- _PROBLEM STATEMENT_
Figure out how many lines in these records contain "limit". Only the number belongs in the reply.

- _STORED DATA_

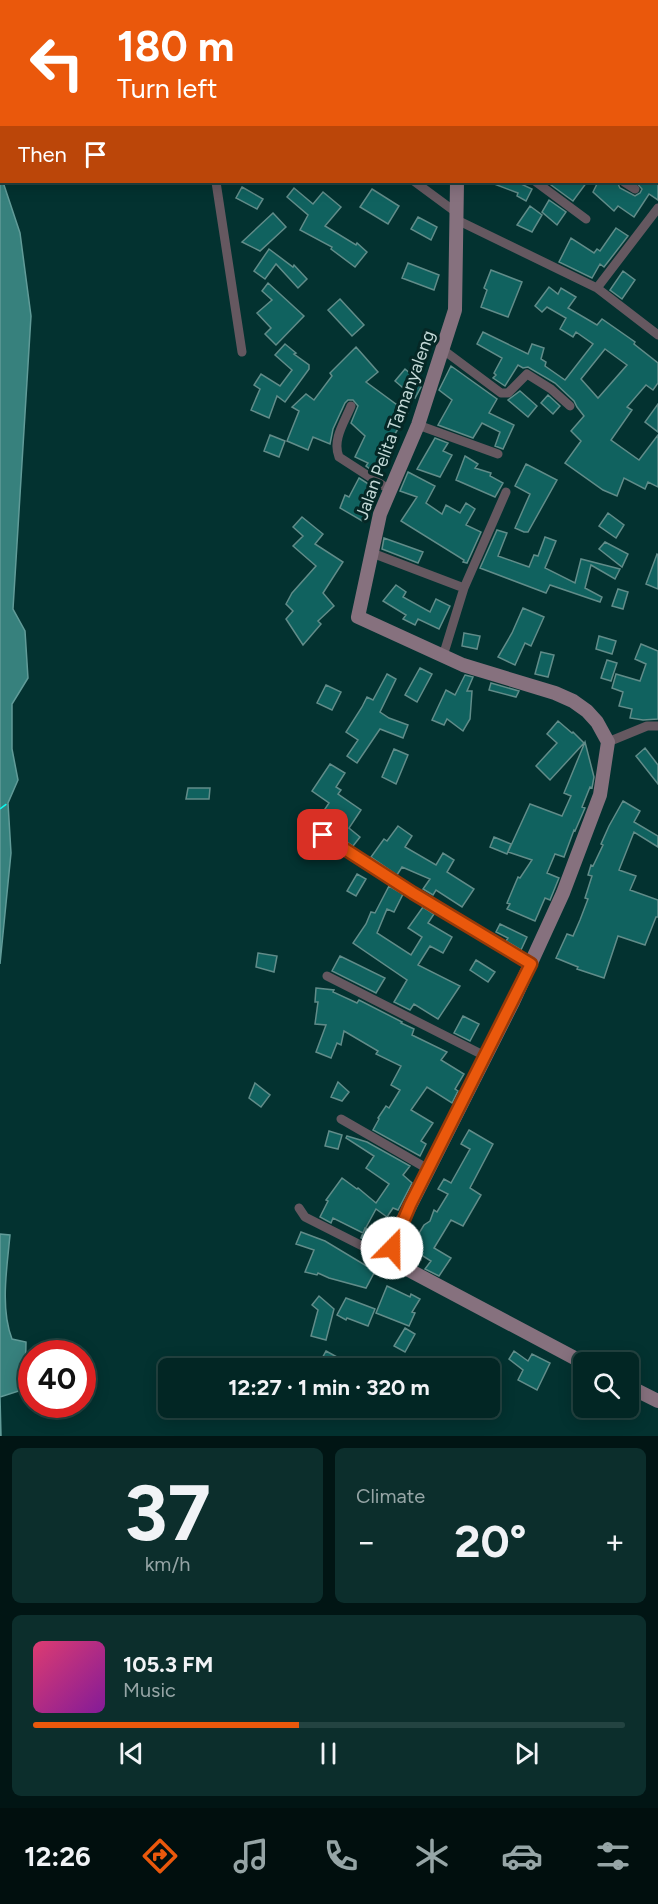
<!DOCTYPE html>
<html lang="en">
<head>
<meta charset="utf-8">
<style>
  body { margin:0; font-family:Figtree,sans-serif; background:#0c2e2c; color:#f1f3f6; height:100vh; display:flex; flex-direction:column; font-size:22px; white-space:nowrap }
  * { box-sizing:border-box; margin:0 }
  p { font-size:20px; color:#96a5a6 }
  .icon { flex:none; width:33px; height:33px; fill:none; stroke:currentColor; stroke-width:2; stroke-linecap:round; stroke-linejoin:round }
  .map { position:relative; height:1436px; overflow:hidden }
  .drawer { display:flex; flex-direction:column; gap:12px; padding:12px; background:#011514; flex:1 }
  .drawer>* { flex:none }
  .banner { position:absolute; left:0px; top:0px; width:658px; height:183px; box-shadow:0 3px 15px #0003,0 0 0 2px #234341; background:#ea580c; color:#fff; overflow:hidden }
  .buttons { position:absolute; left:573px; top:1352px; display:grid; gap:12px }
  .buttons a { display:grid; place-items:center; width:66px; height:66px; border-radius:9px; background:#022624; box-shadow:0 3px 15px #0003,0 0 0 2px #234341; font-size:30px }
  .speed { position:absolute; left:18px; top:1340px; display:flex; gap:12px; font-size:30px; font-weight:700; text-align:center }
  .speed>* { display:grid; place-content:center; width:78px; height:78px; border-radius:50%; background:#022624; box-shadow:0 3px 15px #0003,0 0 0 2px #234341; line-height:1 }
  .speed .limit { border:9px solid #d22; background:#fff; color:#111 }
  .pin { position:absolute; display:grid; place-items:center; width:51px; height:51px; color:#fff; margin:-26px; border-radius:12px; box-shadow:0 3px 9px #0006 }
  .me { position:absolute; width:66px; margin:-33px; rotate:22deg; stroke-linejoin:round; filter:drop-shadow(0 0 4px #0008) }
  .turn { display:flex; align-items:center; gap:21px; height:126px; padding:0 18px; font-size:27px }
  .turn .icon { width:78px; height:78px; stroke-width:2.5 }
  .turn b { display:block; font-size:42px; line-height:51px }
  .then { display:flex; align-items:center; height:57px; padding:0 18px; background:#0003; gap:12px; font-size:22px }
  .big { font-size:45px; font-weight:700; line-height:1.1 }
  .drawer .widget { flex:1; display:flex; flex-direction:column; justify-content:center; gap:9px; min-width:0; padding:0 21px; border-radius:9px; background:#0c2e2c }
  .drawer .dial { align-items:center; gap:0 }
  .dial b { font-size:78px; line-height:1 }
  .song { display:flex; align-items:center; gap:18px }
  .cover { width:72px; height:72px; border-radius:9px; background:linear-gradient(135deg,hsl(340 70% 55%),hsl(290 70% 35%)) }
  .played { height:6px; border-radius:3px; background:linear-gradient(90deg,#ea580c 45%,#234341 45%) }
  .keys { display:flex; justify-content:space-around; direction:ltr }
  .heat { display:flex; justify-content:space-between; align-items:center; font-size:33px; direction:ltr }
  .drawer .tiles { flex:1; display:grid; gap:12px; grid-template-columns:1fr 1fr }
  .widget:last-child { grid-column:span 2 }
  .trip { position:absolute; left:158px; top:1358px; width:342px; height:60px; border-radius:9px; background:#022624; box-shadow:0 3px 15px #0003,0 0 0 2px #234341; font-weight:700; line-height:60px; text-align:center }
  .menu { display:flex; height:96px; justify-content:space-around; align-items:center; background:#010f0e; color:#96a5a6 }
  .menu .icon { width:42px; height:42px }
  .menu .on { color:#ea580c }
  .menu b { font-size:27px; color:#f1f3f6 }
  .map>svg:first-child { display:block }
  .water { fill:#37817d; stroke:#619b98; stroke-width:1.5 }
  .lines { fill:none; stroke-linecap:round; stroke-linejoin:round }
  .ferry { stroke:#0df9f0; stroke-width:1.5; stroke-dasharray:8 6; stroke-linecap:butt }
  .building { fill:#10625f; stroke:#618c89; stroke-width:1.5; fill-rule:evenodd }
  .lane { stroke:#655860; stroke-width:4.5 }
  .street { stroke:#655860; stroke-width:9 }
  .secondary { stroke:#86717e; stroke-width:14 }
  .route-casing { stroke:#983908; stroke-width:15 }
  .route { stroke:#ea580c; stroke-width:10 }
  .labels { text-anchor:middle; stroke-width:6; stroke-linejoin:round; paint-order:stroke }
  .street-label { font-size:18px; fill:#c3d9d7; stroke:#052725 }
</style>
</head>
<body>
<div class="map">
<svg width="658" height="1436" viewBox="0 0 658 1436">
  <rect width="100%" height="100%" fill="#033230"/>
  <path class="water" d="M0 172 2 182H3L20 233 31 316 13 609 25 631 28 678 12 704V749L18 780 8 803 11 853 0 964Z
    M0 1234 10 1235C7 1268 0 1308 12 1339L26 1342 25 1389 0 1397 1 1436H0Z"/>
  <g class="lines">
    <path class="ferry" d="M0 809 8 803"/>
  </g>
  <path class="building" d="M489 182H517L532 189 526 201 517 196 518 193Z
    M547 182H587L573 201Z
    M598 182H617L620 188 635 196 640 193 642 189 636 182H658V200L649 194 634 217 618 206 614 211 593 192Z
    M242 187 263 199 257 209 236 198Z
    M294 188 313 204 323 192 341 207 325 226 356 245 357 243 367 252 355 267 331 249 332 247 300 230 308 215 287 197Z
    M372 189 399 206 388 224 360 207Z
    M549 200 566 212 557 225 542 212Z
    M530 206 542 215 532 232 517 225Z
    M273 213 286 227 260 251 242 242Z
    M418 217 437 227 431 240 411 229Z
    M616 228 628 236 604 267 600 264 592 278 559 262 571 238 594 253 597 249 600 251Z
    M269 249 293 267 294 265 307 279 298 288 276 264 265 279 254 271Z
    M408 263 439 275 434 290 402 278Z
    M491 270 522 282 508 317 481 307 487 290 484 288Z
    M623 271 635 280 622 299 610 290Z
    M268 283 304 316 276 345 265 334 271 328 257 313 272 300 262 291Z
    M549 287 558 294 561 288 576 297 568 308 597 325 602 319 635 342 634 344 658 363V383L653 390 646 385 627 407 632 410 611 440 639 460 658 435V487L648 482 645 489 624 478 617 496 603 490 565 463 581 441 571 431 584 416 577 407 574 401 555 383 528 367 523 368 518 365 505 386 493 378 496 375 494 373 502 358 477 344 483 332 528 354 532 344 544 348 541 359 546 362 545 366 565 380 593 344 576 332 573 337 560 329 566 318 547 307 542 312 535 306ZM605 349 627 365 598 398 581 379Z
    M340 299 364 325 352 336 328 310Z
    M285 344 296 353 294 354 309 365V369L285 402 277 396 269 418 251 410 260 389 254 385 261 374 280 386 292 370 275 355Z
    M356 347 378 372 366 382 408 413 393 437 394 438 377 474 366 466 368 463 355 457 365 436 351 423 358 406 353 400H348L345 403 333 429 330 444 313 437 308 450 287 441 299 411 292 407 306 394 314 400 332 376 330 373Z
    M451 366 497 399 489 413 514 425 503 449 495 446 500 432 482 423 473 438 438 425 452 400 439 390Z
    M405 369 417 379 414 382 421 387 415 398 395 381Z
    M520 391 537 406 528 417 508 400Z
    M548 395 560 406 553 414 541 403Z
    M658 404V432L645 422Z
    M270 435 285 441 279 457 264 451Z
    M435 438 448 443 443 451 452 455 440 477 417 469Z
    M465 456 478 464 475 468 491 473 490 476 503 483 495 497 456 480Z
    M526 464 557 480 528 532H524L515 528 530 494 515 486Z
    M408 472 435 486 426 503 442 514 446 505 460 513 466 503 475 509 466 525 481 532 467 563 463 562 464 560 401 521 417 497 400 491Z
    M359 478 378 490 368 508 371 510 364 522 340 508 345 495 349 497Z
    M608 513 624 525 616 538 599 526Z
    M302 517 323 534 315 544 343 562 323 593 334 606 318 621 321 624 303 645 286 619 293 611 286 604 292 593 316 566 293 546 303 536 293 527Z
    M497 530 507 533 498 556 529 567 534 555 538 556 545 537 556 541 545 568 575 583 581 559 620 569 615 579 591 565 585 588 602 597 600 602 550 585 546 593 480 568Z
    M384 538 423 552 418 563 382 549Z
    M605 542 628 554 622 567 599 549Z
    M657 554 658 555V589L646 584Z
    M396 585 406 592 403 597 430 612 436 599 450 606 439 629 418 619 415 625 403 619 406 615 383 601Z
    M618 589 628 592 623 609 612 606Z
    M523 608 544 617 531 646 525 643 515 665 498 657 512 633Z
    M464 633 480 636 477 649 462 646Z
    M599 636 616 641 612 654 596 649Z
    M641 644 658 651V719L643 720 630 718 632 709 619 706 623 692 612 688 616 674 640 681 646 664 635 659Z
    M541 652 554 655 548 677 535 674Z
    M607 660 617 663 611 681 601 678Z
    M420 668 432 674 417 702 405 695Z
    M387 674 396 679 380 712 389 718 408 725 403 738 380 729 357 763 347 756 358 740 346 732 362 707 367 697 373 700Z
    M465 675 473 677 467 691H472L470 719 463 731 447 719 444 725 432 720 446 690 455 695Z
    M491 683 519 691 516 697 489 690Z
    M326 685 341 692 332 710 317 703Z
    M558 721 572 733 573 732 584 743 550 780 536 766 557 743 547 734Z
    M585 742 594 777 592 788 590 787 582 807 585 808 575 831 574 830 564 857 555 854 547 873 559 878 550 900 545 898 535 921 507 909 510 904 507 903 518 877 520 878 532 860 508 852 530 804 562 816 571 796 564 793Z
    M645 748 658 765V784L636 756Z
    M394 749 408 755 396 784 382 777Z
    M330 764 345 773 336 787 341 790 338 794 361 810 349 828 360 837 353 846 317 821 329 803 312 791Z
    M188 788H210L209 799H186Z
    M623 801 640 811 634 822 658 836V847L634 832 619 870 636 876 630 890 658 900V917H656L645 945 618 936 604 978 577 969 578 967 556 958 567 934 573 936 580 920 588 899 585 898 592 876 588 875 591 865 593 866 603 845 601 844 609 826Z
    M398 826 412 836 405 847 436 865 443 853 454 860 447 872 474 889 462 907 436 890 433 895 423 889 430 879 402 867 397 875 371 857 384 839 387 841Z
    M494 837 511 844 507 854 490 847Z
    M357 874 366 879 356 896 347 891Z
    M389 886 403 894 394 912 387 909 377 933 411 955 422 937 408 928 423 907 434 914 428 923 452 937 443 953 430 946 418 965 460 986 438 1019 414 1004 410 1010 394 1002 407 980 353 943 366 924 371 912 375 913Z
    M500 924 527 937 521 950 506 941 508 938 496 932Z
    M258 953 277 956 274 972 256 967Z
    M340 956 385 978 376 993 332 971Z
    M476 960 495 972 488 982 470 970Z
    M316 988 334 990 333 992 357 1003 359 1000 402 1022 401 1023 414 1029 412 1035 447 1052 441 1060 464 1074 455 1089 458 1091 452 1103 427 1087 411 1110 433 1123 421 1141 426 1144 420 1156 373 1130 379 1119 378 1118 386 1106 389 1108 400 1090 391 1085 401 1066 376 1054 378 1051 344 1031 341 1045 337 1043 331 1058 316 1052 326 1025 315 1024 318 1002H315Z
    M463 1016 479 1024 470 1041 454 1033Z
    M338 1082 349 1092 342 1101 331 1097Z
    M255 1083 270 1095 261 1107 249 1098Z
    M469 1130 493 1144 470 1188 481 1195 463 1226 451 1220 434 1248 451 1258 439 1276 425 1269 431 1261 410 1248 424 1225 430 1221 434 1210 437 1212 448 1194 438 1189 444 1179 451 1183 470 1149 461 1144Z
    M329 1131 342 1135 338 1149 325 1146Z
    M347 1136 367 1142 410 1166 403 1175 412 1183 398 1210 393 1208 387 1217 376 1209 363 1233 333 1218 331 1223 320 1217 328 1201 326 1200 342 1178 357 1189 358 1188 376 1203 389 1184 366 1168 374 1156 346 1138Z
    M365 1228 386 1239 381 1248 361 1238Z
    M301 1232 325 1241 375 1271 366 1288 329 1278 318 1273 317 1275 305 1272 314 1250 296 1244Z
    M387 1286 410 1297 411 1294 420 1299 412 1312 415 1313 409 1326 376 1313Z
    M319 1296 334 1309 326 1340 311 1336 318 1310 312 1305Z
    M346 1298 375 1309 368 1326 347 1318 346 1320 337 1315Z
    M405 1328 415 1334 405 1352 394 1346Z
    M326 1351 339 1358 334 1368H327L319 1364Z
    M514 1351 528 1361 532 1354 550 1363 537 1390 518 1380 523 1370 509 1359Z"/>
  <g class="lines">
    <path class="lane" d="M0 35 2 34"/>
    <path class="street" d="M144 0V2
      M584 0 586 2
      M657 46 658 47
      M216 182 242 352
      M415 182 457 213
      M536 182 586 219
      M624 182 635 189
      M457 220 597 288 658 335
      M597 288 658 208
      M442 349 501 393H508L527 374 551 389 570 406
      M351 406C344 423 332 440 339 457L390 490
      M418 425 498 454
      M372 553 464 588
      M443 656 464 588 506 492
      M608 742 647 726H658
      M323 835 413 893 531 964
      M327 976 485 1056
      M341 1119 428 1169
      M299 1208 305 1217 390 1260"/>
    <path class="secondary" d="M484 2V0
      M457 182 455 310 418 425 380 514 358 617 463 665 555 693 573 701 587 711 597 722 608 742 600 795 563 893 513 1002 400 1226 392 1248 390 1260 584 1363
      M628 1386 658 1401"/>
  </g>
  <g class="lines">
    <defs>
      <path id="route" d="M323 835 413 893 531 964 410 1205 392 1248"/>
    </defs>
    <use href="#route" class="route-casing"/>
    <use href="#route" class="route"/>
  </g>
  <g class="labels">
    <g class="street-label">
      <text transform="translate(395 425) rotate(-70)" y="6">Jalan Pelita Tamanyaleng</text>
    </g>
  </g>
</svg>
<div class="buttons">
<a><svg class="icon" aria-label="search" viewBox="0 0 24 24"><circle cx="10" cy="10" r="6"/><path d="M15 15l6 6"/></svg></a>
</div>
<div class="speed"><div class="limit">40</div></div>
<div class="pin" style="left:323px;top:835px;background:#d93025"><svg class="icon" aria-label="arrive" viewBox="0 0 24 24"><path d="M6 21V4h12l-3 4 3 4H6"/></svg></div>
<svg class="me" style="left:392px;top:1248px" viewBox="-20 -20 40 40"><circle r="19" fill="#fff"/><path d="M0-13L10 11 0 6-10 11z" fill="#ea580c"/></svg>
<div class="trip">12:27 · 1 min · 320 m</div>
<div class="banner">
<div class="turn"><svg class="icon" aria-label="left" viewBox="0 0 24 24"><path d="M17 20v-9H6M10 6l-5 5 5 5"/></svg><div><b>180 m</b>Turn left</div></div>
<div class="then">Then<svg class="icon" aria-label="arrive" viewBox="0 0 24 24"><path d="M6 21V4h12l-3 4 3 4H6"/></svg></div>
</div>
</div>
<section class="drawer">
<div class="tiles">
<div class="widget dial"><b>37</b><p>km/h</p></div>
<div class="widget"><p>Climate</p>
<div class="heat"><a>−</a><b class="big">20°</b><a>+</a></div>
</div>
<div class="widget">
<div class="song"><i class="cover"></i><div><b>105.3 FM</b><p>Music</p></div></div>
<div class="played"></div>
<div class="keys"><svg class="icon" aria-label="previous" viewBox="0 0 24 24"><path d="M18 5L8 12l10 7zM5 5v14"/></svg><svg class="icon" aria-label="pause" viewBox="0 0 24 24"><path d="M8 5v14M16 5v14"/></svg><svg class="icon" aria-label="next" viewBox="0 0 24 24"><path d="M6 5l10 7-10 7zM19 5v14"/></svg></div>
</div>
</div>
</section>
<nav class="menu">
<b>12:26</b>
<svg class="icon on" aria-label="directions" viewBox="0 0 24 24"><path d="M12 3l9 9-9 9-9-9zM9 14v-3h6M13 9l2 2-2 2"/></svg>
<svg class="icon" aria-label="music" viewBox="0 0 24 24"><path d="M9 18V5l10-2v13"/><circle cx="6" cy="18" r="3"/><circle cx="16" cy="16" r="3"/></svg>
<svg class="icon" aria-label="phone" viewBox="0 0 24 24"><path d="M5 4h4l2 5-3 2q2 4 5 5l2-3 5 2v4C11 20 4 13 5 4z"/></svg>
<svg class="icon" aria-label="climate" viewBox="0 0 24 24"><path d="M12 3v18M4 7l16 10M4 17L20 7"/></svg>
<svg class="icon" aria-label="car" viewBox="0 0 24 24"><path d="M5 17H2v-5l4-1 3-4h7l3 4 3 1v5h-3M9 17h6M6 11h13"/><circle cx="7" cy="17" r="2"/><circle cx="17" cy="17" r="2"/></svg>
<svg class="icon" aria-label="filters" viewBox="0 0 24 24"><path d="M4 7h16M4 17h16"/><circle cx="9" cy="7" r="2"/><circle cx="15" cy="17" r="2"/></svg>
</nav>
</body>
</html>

- _ANSWER TO THIS EXERCISE_
2